*** Opening Listed entries ***
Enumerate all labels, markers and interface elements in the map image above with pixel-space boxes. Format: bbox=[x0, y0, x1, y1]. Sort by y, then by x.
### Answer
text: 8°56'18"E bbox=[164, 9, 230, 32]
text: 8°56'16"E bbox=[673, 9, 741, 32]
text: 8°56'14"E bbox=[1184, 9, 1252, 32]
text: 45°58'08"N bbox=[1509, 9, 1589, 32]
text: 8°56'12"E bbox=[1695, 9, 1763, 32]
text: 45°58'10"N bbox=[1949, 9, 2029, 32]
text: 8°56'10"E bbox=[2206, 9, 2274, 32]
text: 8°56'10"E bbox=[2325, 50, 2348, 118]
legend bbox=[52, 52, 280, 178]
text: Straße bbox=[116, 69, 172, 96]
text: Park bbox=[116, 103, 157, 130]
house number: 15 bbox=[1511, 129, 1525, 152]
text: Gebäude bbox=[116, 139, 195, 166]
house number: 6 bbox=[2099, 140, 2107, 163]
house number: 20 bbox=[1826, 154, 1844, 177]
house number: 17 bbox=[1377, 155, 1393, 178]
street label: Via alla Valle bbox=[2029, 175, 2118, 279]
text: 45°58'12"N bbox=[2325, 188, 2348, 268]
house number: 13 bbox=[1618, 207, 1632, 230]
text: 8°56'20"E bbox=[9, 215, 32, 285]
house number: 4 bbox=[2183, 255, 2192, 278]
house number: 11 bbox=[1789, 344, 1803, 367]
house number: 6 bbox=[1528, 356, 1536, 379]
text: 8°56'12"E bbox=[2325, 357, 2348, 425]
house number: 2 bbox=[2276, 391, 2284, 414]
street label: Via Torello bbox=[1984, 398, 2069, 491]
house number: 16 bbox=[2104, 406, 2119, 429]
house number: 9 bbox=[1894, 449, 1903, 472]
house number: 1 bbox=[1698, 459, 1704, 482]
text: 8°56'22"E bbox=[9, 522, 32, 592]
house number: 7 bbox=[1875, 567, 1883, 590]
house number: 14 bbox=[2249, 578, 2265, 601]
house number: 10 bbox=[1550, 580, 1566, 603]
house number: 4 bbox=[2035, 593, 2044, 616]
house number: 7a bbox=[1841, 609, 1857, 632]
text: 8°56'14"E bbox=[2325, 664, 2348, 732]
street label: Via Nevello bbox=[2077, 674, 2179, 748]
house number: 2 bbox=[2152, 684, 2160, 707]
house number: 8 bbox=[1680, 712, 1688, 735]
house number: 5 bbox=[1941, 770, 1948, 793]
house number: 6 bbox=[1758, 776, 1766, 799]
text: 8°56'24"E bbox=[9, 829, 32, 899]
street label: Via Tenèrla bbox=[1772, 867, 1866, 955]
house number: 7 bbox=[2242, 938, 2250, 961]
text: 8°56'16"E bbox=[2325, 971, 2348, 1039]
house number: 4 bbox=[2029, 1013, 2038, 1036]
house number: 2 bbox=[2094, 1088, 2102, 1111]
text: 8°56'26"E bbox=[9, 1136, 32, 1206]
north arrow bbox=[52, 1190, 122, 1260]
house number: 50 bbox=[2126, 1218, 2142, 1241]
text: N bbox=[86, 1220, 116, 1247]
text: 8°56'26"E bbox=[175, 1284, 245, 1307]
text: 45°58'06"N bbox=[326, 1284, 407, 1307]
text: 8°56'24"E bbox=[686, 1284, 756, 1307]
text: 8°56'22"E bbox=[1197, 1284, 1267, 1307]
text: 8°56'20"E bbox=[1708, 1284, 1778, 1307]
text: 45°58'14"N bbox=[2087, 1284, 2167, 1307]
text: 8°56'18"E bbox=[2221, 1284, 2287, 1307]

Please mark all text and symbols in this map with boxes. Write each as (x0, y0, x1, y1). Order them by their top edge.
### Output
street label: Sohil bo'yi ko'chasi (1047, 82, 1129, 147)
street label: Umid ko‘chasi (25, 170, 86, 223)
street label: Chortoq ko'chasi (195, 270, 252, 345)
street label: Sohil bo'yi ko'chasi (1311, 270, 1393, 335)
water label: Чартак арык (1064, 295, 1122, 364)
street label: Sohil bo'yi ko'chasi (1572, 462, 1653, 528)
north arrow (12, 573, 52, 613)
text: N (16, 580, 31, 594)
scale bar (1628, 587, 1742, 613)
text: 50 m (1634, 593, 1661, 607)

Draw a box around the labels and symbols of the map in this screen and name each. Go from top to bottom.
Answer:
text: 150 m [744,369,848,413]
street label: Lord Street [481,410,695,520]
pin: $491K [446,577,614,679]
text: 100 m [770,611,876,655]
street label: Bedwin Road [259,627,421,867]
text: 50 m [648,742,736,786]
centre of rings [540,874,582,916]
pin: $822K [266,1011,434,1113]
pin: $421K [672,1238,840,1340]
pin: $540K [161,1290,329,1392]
*** Closing Listed entries ***
Requirement:
Pick out the lines above that hold the string "north" and show them.

Written solution:
north arrow bbox=[52, 1190, 122, 1260]
north arrow (12, 573, 52, 613)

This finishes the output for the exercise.